▸ **WORK INSTRUCTIONS**: Repeat the listing below in full.

▸ **DATASET EXCERPTS**:
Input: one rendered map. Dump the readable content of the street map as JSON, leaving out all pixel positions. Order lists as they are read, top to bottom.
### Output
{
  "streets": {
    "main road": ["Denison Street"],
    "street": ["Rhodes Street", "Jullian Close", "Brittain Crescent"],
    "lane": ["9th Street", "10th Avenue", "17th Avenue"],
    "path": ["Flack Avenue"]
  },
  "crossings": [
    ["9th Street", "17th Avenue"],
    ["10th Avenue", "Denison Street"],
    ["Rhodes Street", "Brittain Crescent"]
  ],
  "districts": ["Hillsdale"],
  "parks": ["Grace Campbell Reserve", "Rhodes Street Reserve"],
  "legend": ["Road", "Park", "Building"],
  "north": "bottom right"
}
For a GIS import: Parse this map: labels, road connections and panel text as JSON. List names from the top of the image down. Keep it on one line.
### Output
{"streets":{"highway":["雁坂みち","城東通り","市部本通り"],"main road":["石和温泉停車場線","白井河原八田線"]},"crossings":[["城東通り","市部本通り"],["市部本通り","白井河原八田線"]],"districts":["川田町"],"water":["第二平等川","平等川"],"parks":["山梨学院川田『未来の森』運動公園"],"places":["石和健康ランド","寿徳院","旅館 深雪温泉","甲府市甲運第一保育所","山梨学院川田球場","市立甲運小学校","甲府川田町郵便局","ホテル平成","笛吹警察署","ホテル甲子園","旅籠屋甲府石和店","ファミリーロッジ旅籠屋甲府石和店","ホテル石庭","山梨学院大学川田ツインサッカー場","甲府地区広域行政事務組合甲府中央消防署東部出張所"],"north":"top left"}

▸ **EXERCISE OUTPUT**:
Input: one rendered map. Dump the readable content of the street map as JSON, leaving out all pixel positions. Order lists as they are read, top to bottom.
### Output
{
  "streets": {
    "main road": ["Denison Street"],
    "street": ["Rhodes Street", "Jullian Close", "Brittain Crescent"],
    "lane": ["9th Street", "10th Avenue", "17th Avenue"],
    "path": ["Flack Avenue"]
  },
  "crossings": [
    ["9th Street", "17th Avenue"],
    ["10th Avenue", "Denison Street"],
    ["Rhodes Street", "Brittain Crescent"]
  ],
  "districts": ["Hillsdale"],
  "parks": ["Grace Campbell Reserve", "Rhodes Street Reserve"],
  "legend": ["Road", "Park", "Building"],
  "north": "bottom right"
}
For a GIS import: Parse this map: labels, road connections and panel text as JSON. List names from the top of the image down. Keep it on one line.
### Output
{"streets":{"highway":["雁坂みち","城東通り","市部本通り"],"main road":["石和温泉停車場線","白井河原八田線"]},"crossings":[["城東通り","市部本通り"],["市部本通り","白井河原八田線"]],"districts":["川田町"],"water":["第二平等川","平等川"],"parks":["山梨学院川田『未来の森』運動公園"],"places":["石和健康ランド","寿徳院","旅館 深雪温泉","甲府市甲運第一保育所","山梨学院川田球場","市立甲運小学校","甲府川田町郵便局","ホテル平成","笛吹警察署","ホテル甲子園","旅籠屋甲府石和店","ファミリーロッジ旅籠屋甲府石和店","ホテル石庭","山梨学院大学川田ツインサッカー場","甲府地区広域行政事務組合甲府中央消防署東部出張所"],"north":"top left"}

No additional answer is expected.